◆ Task description ◆
Look below for the line with "Map reading. Convert" and the line with "Instruction: Extract the"; repeat exactly those two lines and all lines between them, but no pictures.

◆ Source records ◆
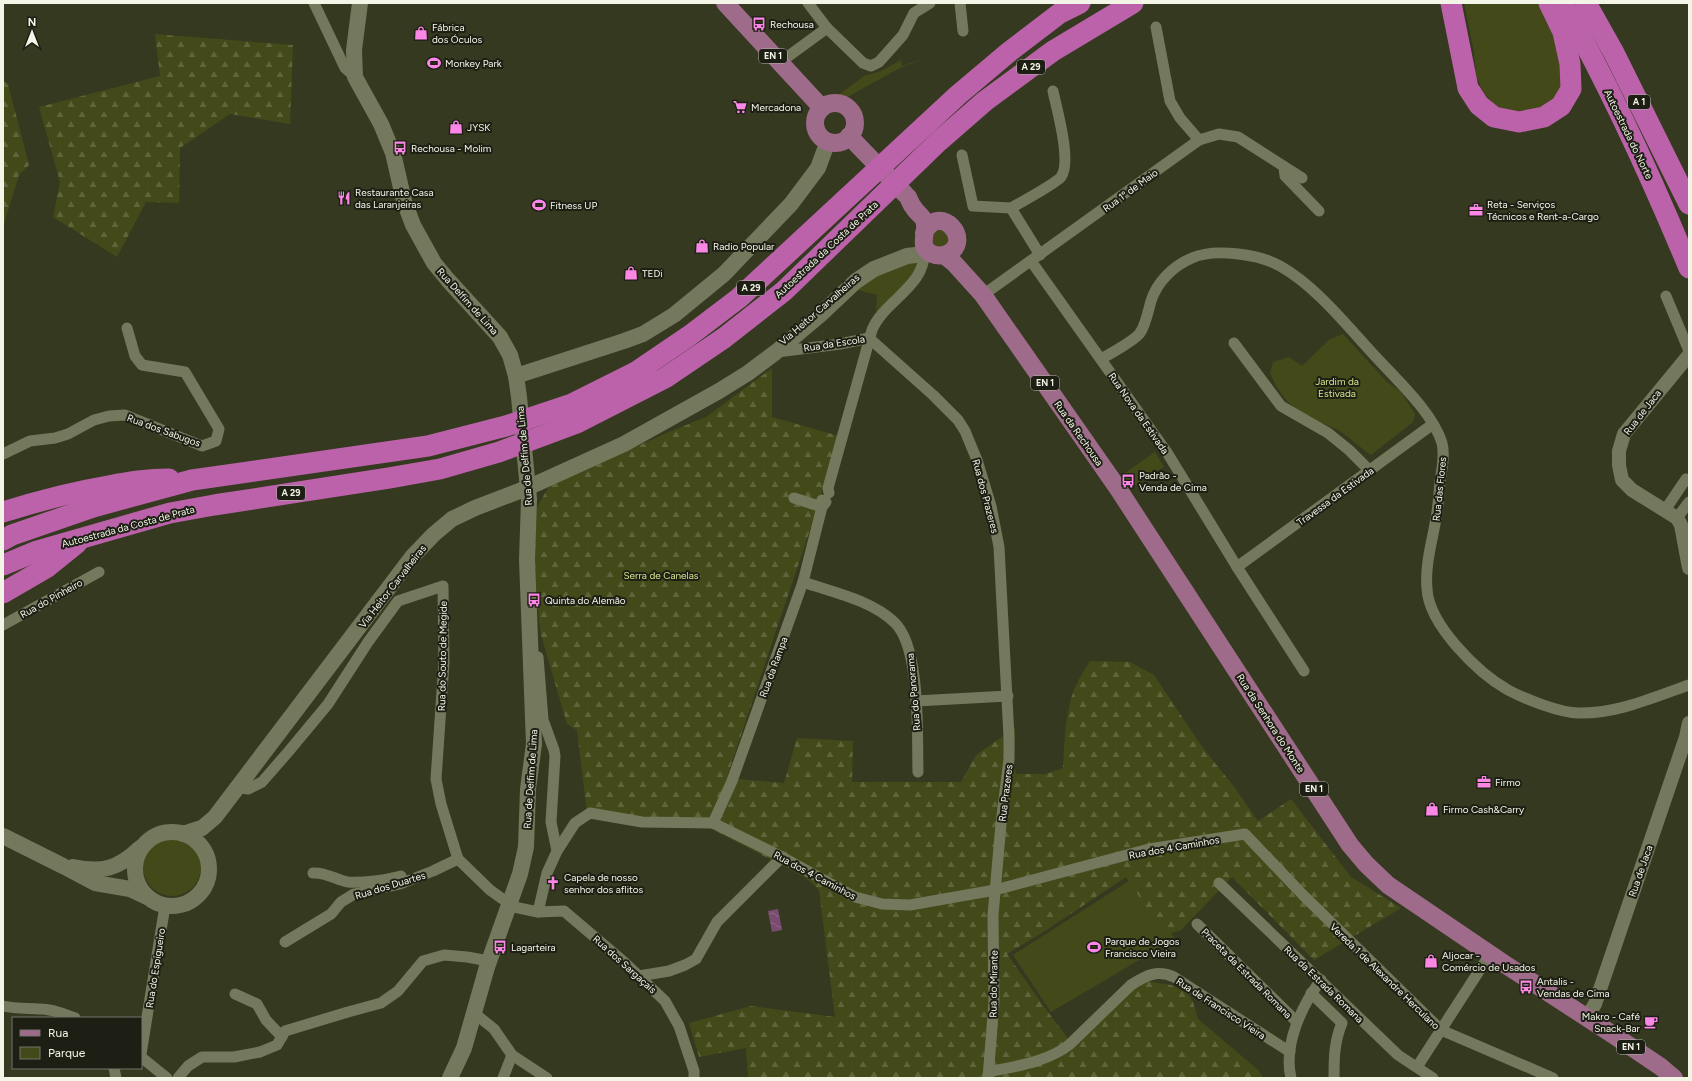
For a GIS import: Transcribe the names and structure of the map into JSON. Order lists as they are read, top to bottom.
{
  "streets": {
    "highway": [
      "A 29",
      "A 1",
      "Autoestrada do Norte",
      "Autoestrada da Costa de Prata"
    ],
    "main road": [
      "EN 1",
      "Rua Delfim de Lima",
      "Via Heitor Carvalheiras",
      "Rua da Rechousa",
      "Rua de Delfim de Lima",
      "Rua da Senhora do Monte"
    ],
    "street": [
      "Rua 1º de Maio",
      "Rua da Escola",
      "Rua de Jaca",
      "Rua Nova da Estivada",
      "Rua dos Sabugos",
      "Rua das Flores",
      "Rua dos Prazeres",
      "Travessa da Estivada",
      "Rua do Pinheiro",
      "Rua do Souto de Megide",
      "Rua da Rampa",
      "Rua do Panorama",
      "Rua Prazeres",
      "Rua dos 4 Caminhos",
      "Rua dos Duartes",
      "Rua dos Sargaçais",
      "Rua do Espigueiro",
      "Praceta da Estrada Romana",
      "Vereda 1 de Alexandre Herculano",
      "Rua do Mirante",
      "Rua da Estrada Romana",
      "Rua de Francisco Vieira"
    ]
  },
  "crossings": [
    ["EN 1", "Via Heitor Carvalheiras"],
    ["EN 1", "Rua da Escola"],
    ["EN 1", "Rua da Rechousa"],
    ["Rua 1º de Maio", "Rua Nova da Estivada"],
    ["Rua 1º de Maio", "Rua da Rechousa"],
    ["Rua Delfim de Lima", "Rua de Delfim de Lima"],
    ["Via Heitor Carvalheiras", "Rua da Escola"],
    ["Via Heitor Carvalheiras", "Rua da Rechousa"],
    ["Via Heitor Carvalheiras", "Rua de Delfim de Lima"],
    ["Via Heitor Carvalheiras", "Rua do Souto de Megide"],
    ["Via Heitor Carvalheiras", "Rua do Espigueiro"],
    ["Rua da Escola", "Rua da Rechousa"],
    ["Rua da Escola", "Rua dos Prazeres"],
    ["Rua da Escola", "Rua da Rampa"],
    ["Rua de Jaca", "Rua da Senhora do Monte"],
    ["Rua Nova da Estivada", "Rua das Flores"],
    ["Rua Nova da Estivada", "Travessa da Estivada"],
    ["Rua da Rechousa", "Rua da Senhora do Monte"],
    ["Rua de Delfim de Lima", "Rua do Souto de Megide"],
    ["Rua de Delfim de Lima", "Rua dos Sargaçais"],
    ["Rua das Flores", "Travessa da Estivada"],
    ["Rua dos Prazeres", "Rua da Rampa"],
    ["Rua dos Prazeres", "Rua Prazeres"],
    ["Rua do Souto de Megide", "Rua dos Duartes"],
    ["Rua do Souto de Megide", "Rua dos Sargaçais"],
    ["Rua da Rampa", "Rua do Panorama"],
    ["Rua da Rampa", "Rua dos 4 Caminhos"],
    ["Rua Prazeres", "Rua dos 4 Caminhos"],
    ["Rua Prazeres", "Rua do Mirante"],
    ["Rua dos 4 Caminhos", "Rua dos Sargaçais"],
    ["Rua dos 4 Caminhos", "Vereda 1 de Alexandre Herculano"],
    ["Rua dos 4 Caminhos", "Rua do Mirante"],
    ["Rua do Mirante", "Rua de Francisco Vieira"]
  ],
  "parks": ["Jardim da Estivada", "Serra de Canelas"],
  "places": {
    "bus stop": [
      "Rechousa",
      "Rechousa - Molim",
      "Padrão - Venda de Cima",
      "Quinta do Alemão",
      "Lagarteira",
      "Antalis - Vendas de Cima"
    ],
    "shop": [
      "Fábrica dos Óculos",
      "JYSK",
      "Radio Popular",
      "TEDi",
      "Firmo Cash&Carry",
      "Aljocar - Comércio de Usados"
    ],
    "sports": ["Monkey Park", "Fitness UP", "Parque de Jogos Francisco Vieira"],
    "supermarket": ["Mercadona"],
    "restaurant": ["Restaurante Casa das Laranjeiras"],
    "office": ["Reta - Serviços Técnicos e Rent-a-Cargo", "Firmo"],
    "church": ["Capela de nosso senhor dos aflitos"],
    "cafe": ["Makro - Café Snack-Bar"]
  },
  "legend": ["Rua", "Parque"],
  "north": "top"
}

==

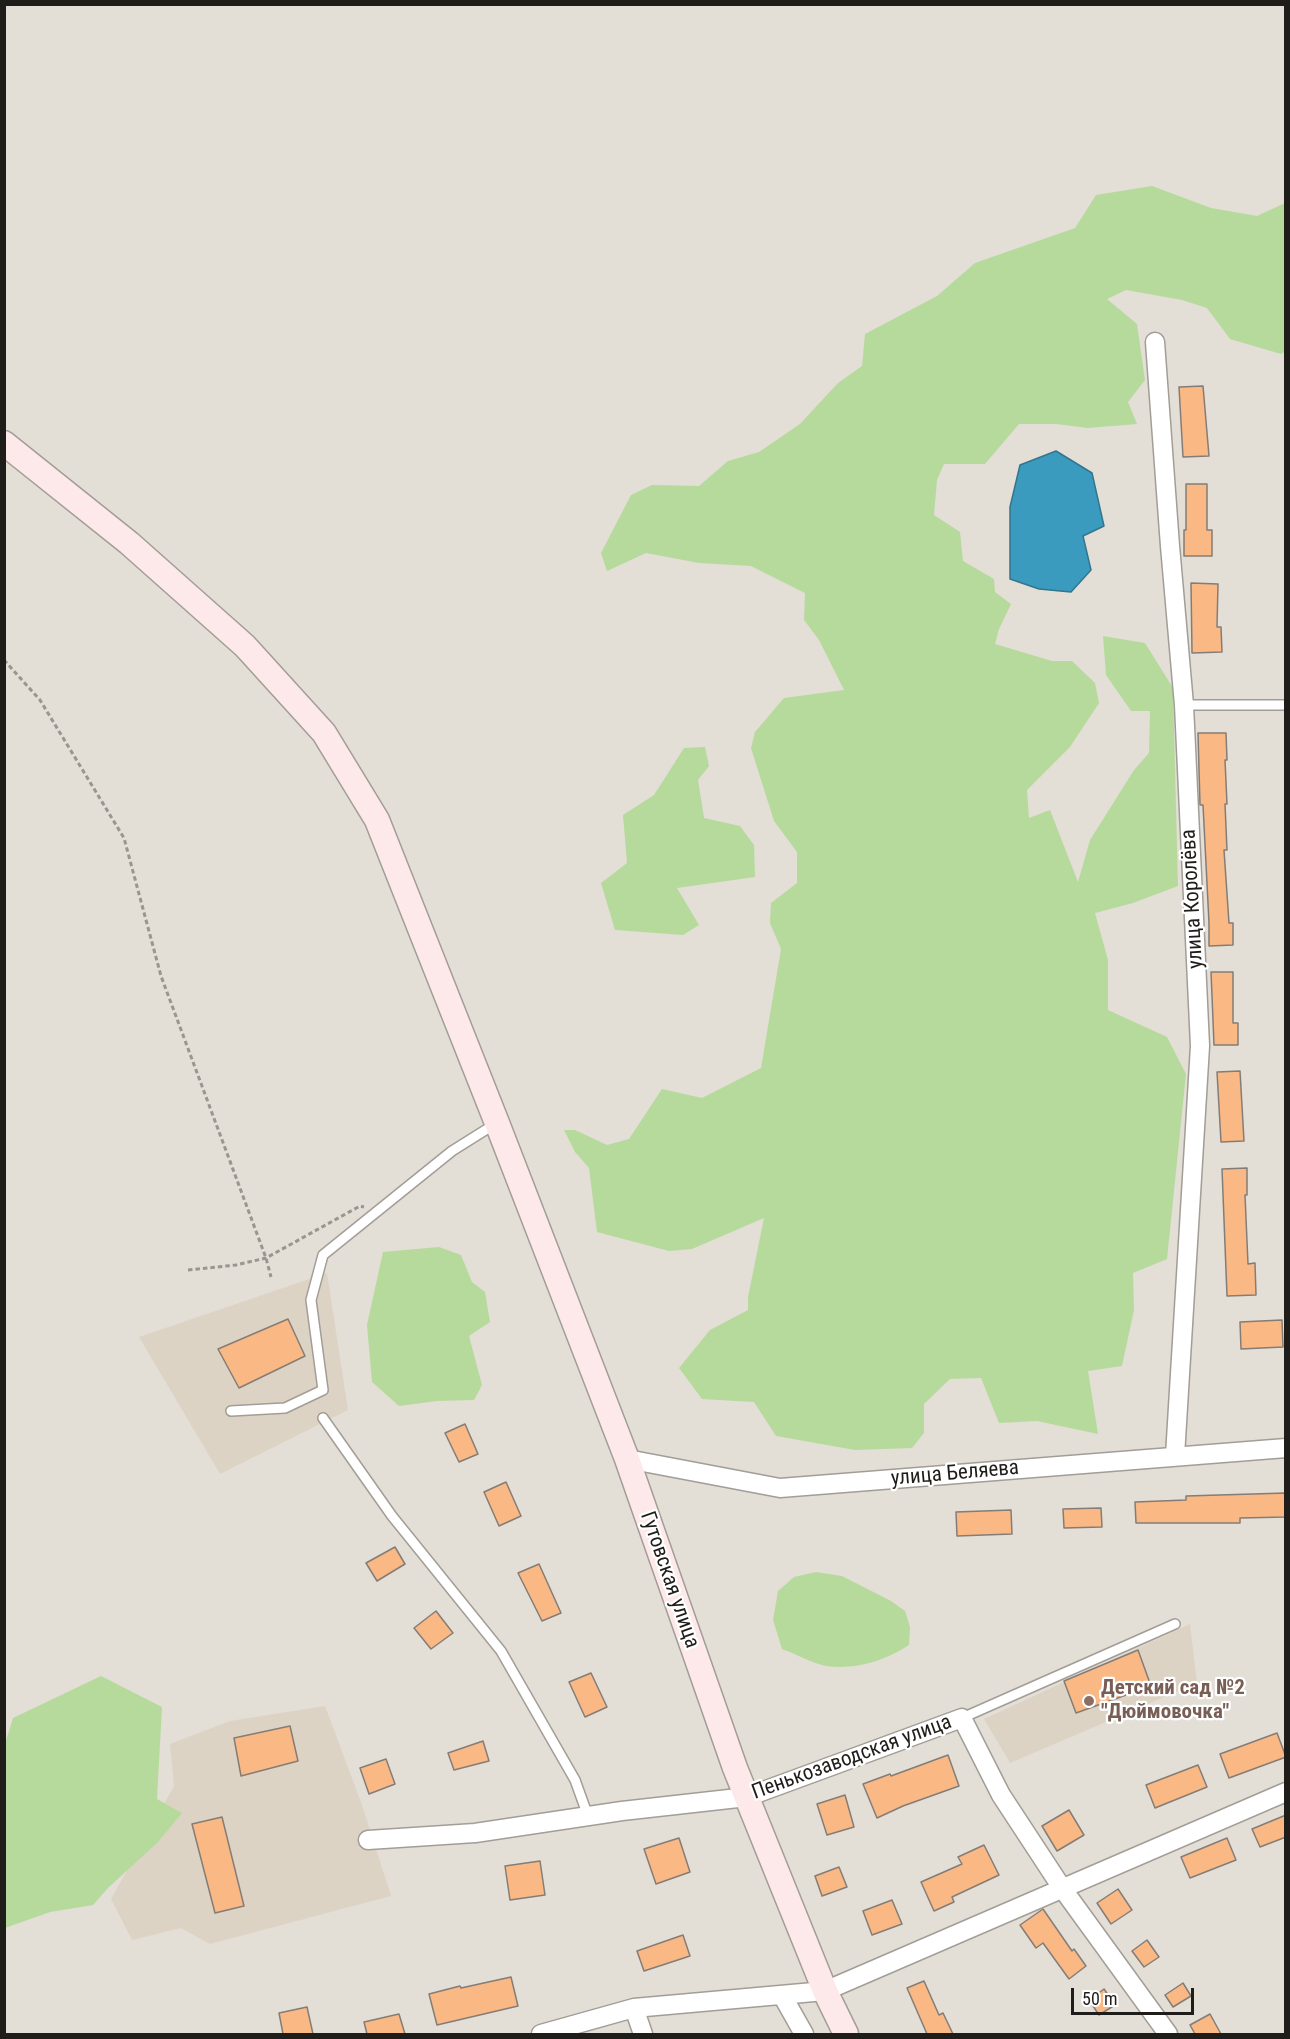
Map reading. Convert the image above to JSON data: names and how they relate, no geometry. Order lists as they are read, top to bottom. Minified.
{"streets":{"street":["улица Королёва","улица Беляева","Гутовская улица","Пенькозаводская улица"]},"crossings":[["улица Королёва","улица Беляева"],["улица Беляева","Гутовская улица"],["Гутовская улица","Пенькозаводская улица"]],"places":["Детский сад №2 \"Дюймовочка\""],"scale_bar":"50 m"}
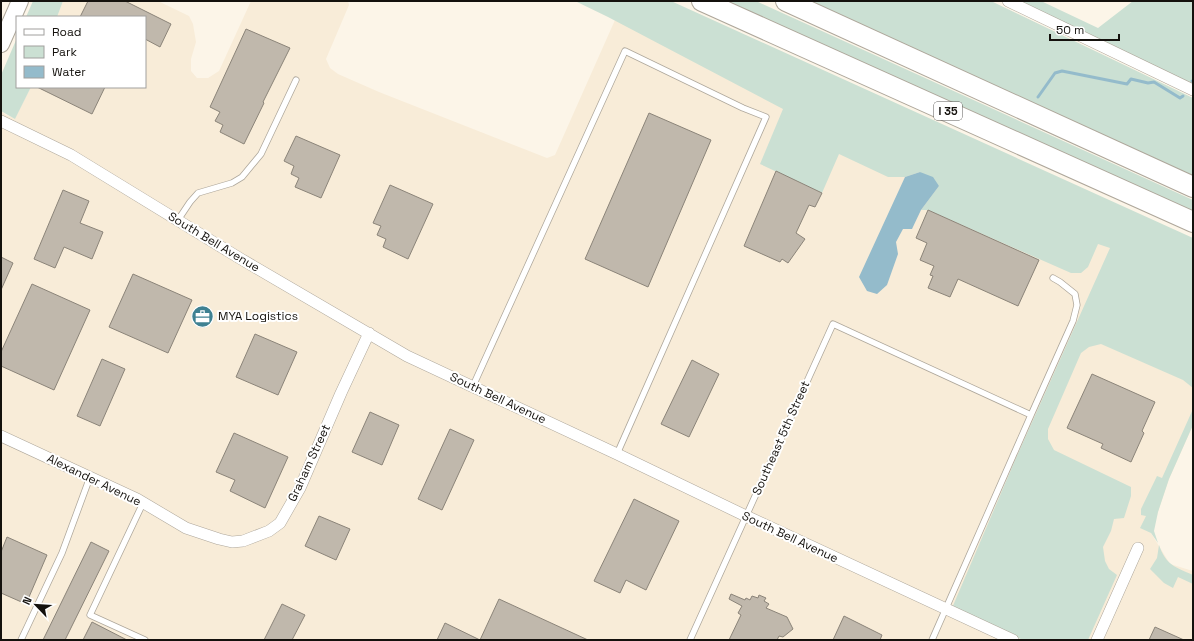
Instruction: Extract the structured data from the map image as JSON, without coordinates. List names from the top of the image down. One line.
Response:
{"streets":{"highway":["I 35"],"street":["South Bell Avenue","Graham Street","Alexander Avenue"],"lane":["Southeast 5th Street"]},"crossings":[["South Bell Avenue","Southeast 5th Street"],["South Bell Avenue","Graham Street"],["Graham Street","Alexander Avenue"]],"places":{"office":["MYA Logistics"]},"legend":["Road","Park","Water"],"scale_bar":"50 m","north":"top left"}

◆ Answer ◆
Map reading. Convert the image above to JSON data: names and how they relate, no geometry. Order lists as they are read, top to bottom. Minified.
{"streets":{"street":["улица Королёва","улица Беляева","Гутовская улица","Пенькозаводская улица"]},"crossings":[["улица Королёва","улица Беляева"],["улица Беляева","Гутовская улица"],["Гутовская улица","Пенькозаводская улица"]],"places":["Детский сад №2 \"Дюймовочка\""],"scale_bar":"50 m"}
Instruction: Extract the structured data from the map image as JSON, without coordinates. List names from the top of the image down. One line.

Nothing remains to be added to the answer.